The four candidates vying to represent South Shore-St.Margaret’s met Tuesday for what will likely be the only debate this campaign.
The event, organized by the Bridgewater Chamber of Commerce, was hosted at the Best Western in Cookville.
Candidates Olivia Dorey with the NDP, Liberal Bernadette Jordan, Conservative Rick Perkins and the Green party’s Thomas Trappenberg took turns answering five questions provided to them in advance by the chamber.
Questions focused on the housing crisis, healthcare, the environment, infrastructure and support for small and medium-sized businesses.
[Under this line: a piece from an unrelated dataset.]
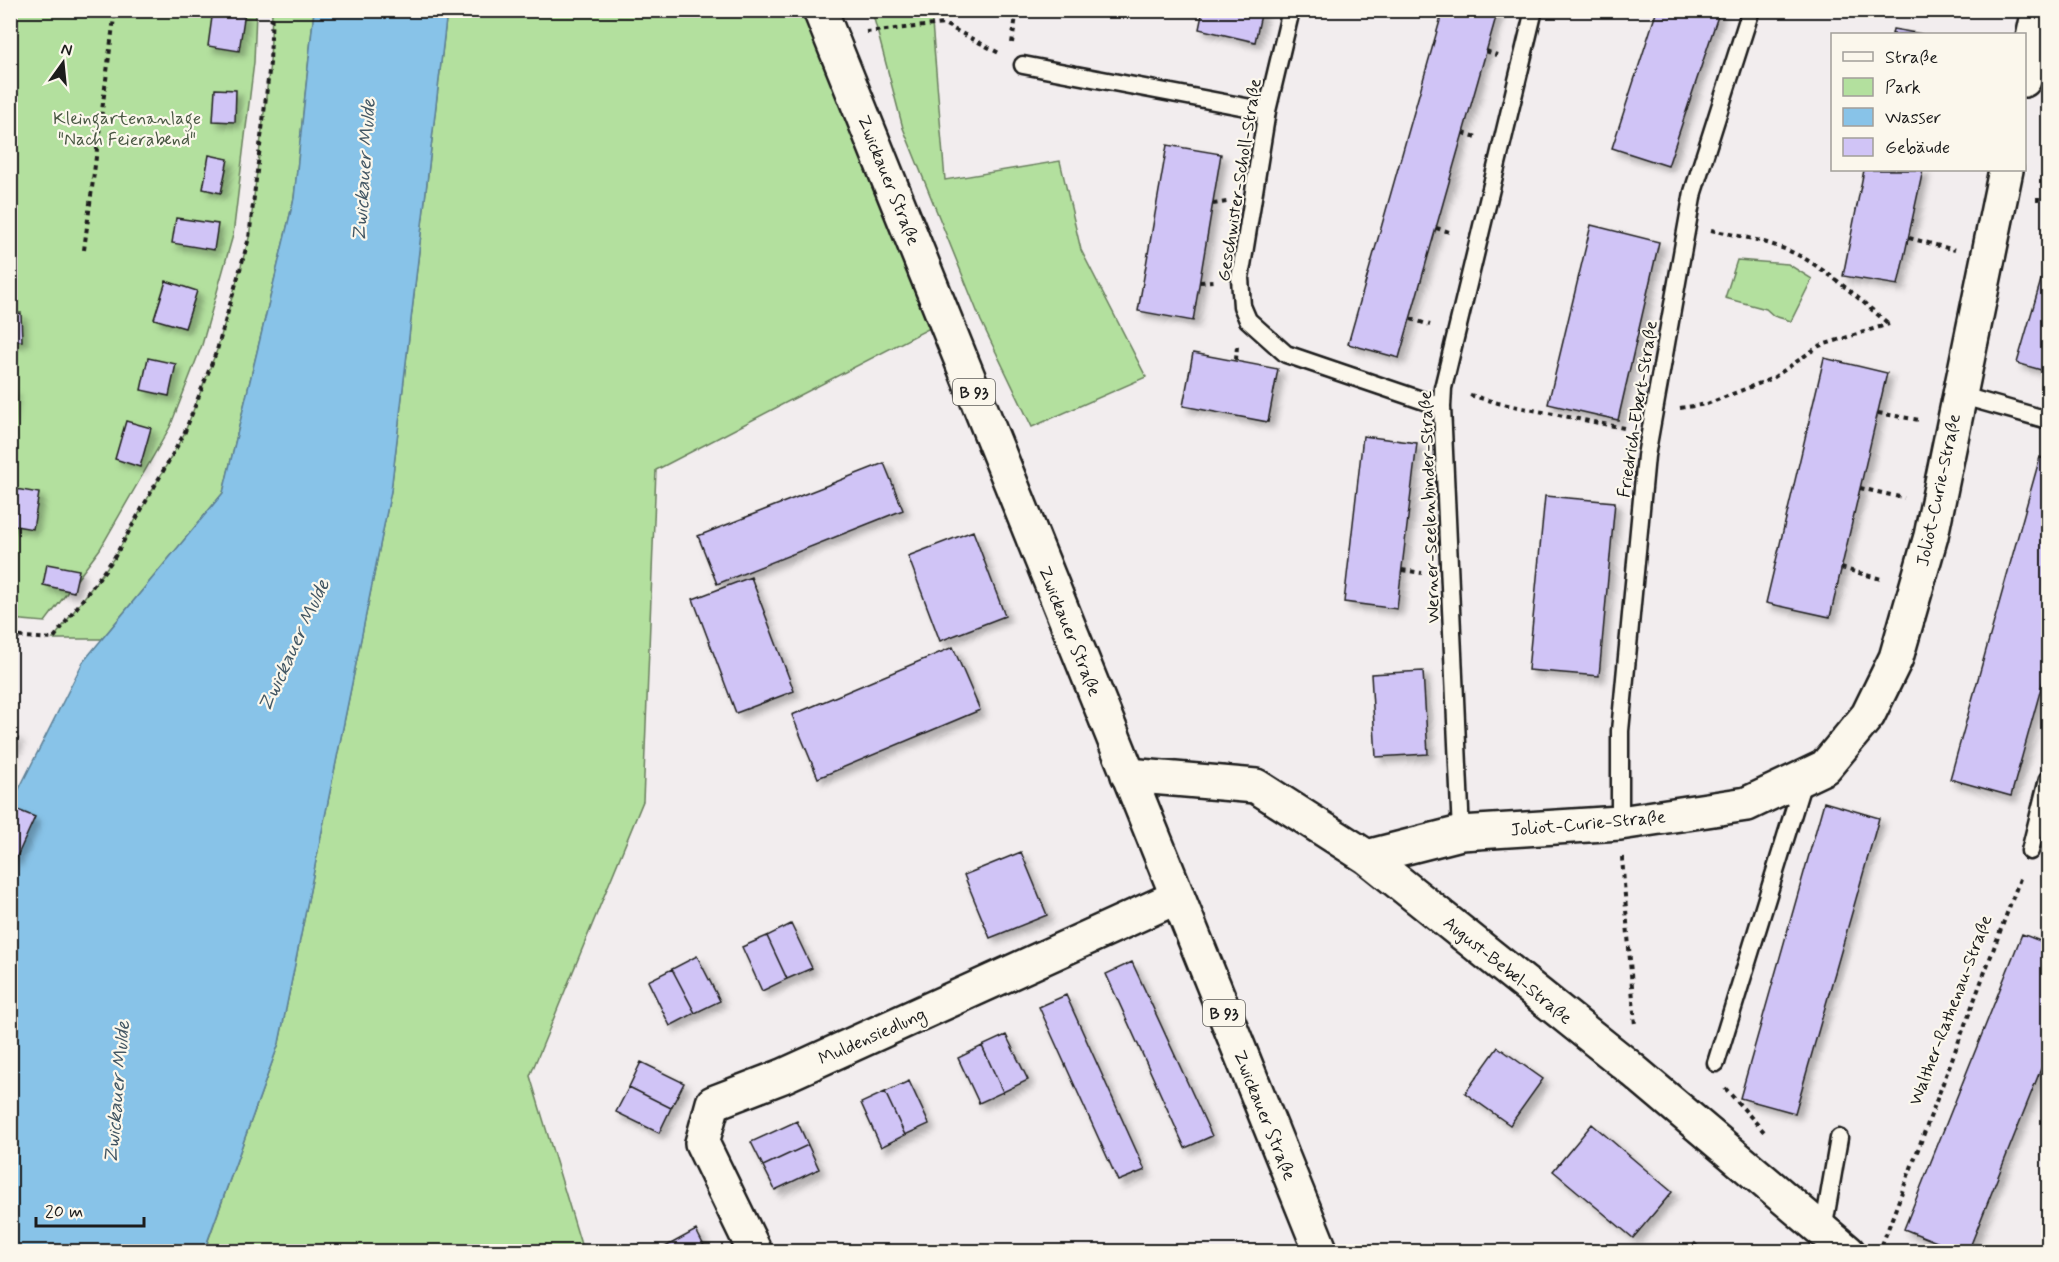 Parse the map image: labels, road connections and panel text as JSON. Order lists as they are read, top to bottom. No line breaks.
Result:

All candidates see a role for the federal government in increasing housing stock, providing more funding to provinces to address healthcare shortfalls, protecting the province’s coastline from sea-level rise and ensuring smaller businesses survive and thrive through the pandemic.
Naturally, how those aims are achieved vary widely along party lines.
The evening was a relatively tame affair punctuated by jabs between the PCs Perkins and Liberal Jordan.
Perkins took aim at Jordan and the Trudeau government’s record while Jordan poked holes in the Conservative platform.
The Greens’ Trappenberg took all parties to task and called for government to look for new ways of solving problems while the NDP’s Dorey highlighted the fact that at 27 years old, she was a generation younger than the other candidates and would be feeling the brunt of the decisions made by whomever is elected for much longer.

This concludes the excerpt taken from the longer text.